§ **Aim of the exercise**:
Please copy every line with the string "buttons" from the entries below.

§ **Stored items**:
☆ ☆ ☆ ☆ ☆

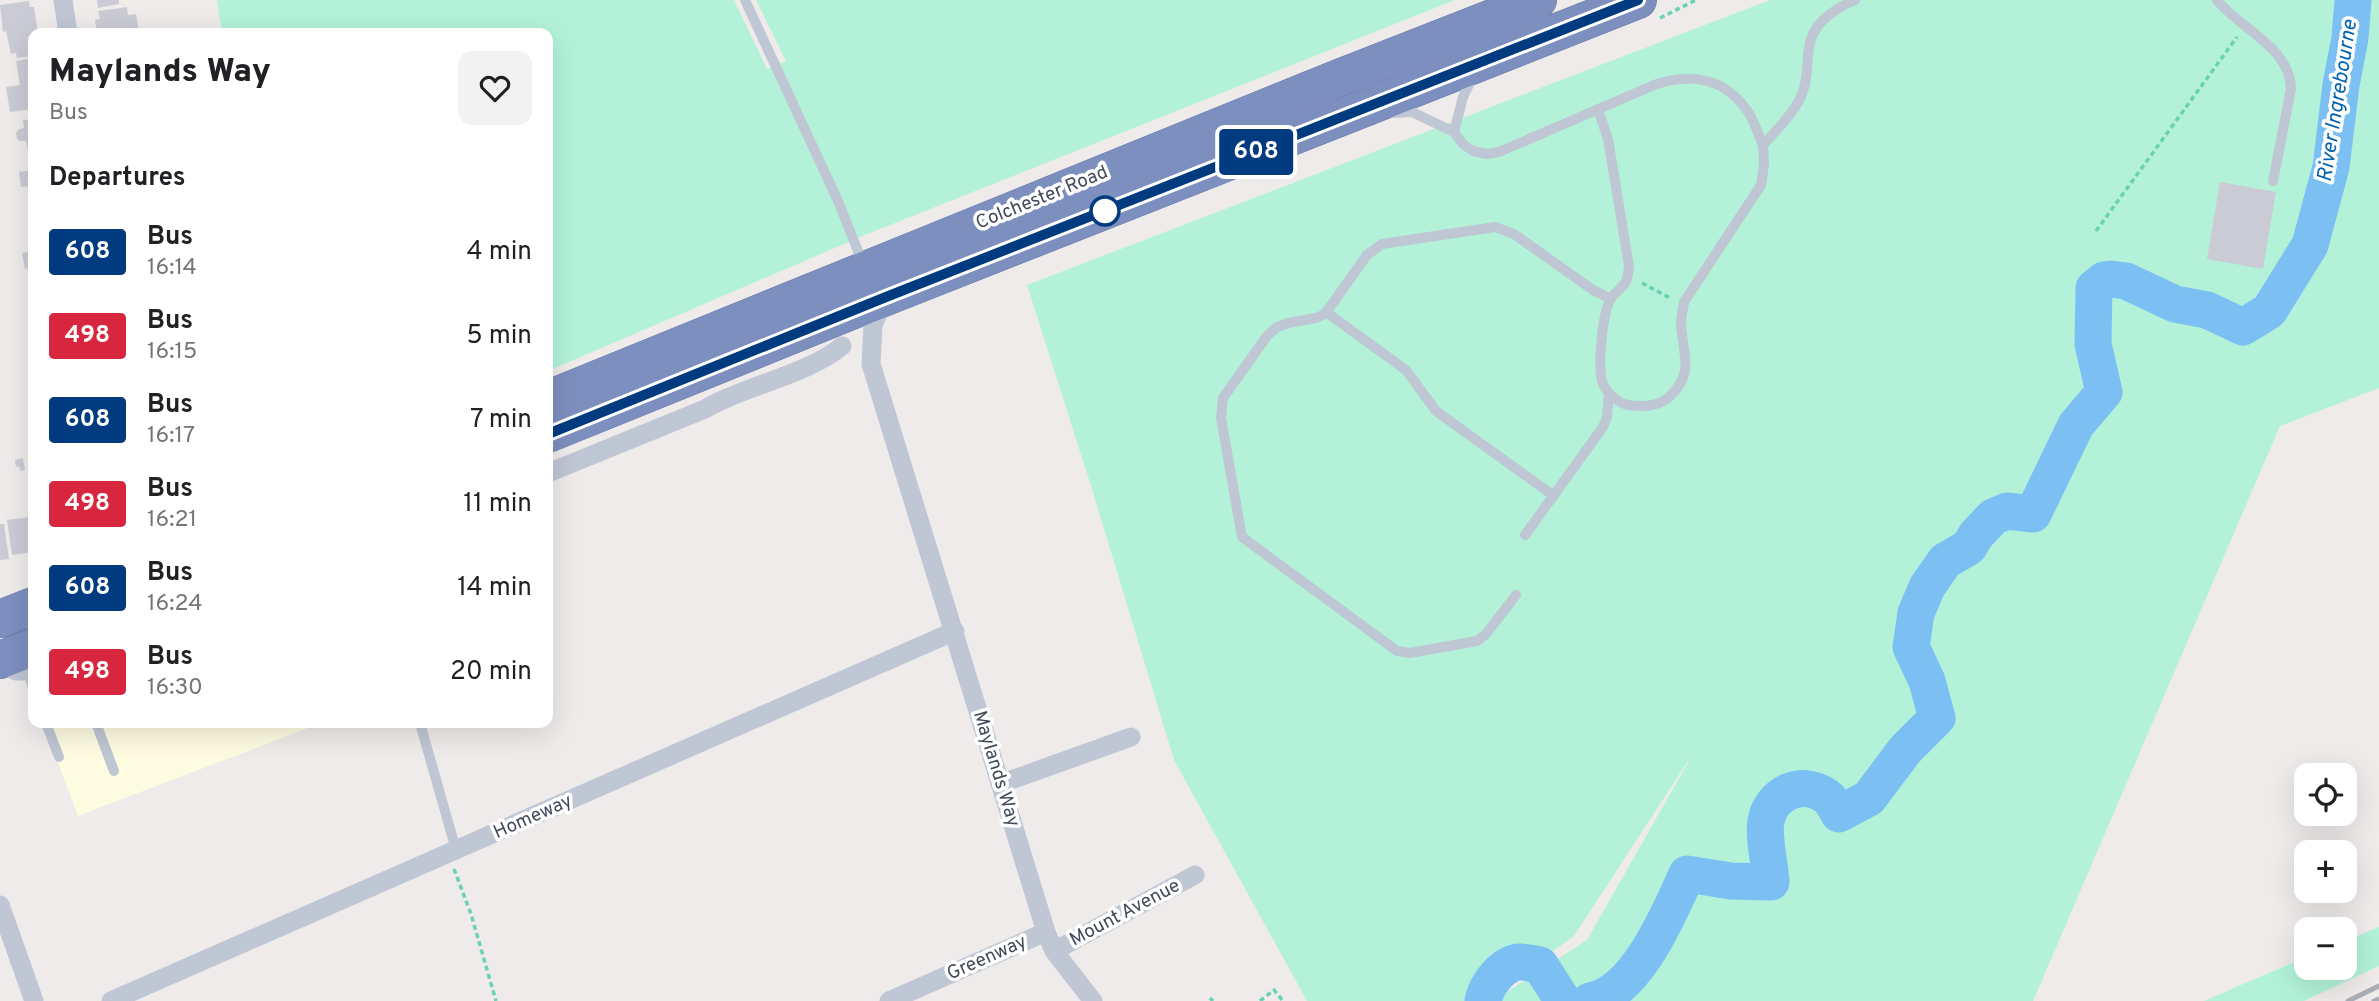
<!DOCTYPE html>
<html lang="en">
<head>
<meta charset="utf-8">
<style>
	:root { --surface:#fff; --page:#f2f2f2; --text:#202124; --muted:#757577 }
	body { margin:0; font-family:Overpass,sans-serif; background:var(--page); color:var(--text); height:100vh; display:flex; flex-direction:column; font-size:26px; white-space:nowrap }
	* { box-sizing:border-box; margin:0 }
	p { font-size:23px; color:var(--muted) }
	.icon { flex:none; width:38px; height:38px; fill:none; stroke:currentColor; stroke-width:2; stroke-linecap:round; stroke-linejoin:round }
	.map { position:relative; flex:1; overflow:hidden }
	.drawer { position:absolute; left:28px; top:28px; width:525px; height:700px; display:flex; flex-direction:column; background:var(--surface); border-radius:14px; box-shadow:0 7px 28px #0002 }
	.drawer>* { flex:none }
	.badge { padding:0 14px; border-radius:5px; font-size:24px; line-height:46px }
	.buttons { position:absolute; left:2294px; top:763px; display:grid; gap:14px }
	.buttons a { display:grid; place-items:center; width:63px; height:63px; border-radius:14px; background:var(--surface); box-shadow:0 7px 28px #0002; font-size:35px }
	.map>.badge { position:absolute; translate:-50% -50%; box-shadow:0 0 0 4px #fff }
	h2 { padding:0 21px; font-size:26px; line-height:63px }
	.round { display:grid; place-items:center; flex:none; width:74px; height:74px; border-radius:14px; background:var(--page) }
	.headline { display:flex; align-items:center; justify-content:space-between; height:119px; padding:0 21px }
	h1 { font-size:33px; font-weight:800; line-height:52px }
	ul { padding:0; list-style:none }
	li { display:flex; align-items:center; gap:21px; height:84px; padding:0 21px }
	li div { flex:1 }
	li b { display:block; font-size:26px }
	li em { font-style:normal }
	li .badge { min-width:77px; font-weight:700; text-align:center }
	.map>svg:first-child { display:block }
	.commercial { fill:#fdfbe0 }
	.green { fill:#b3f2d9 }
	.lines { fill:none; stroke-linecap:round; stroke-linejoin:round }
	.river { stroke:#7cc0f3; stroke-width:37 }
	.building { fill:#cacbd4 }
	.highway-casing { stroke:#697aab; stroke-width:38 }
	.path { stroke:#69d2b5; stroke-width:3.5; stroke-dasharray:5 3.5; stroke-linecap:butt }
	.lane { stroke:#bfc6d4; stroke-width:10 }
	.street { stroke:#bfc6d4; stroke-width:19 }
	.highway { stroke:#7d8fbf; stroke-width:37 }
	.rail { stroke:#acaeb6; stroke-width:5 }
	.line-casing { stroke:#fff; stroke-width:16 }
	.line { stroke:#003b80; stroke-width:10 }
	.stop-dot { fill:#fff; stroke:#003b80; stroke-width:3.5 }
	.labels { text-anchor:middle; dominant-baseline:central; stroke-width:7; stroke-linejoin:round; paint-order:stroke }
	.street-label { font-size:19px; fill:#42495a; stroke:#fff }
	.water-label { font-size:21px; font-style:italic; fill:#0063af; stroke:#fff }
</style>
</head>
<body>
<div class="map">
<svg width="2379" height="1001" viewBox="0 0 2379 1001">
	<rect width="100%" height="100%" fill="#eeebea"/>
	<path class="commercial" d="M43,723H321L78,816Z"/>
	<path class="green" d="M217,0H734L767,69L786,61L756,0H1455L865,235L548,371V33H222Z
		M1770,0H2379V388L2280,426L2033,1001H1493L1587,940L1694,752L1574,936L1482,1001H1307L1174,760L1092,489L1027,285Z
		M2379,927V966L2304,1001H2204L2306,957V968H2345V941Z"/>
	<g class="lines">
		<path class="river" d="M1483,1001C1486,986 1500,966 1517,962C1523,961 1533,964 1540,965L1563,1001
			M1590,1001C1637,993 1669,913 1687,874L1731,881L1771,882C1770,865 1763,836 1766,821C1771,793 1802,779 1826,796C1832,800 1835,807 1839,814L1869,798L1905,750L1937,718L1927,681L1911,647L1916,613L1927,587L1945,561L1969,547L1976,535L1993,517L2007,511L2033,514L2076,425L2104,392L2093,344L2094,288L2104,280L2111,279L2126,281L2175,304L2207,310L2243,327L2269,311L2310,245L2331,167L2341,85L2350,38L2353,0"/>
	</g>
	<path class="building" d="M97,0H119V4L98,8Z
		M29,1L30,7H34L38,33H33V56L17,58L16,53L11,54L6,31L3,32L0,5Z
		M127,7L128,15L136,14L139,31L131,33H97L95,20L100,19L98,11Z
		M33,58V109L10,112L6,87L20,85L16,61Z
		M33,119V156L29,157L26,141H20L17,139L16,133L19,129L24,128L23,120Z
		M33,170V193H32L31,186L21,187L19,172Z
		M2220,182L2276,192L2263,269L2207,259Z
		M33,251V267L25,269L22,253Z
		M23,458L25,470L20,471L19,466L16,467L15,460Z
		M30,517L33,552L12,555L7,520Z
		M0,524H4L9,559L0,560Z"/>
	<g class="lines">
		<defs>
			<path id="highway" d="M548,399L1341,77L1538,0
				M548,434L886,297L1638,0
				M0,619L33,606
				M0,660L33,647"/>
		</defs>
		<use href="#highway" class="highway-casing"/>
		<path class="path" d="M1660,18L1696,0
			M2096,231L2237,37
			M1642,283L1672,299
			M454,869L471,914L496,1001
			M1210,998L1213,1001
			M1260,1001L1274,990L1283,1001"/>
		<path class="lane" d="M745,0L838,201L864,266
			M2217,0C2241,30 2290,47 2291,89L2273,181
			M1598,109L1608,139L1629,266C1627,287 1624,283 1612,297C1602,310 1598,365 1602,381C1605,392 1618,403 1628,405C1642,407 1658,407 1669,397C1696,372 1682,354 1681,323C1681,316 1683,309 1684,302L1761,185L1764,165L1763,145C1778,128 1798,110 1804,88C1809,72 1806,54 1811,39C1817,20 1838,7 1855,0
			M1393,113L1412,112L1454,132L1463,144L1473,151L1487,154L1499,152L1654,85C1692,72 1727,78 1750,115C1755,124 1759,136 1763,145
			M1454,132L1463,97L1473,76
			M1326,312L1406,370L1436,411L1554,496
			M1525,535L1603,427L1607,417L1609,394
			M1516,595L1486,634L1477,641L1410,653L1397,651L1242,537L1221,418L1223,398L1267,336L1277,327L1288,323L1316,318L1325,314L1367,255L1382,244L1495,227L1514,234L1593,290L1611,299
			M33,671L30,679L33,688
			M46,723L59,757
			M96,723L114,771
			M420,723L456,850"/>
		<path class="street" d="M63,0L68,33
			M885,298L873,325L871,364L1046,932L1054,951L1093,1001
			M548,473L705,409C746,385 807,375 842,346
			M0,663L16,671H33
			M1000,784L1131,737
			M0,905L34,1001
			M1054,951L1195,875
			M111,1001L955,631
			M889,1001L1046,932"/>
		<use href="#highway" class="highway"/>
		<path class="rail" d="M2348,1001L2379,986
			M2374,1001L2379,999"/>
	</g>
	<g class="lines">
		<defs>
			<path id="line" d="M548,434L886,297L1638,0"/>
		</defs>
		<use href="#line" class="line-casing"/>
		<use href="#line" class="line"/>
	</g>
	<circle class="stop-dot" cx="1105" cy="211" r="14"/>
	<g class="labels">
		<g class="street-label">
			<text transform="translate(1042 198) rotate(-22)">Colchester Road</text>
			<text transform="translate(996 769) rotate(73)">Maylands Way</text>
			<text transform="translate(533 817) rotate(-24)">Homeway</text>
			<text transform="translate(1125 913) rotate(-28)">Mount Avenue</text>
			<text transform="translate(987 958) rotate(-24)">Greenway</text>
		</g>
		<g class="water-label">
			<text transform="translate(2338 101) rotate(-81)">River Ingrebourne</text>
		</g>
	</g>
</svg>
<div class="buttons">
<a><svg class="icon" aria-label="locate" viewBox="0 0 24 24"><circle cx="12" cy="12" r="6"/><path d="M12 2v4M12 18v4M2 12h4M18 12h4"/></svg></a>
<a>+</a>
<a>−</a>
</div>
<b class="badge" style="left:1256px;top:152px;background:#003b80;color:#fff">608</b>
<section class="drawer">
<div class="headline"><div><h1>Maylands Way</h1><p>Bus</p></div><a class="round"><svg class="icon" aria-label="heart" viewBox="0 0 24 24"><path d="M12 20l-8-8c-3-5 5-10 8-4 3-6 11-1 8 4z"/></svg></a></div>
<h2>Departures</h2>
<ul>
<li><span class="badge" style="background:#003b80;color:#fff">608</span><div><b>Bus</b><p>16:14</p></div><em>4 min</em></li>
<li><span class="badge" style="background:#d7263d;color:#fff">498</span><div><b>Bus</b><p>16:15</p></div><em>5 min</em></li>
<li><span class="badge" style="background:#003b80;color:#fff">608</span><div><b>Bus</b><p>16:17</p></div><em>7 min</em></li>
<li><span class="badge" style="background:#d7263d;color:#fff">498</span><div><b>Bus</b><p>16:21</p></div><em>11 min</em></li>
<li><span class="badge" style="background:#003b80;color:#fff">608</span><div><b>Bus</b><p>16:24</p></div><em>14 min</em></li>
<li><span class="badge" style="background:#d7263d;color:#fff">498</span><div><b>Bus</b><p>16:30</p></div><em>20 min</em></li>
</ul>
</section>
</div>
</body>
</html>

☆ ☆ ☆ ☆ ☆

§ **Solution to the problem**:
	.buttons { position:absolute; left:2294px; top:763px; display:grid; gap:14px }
	.buttons a { display:grid; place-items:center; width:63px; height:63px; border-radius:14px; background:var(--surface); box-shadow:0 7px 28px #0002; font-size:35px }
<div class="buttons">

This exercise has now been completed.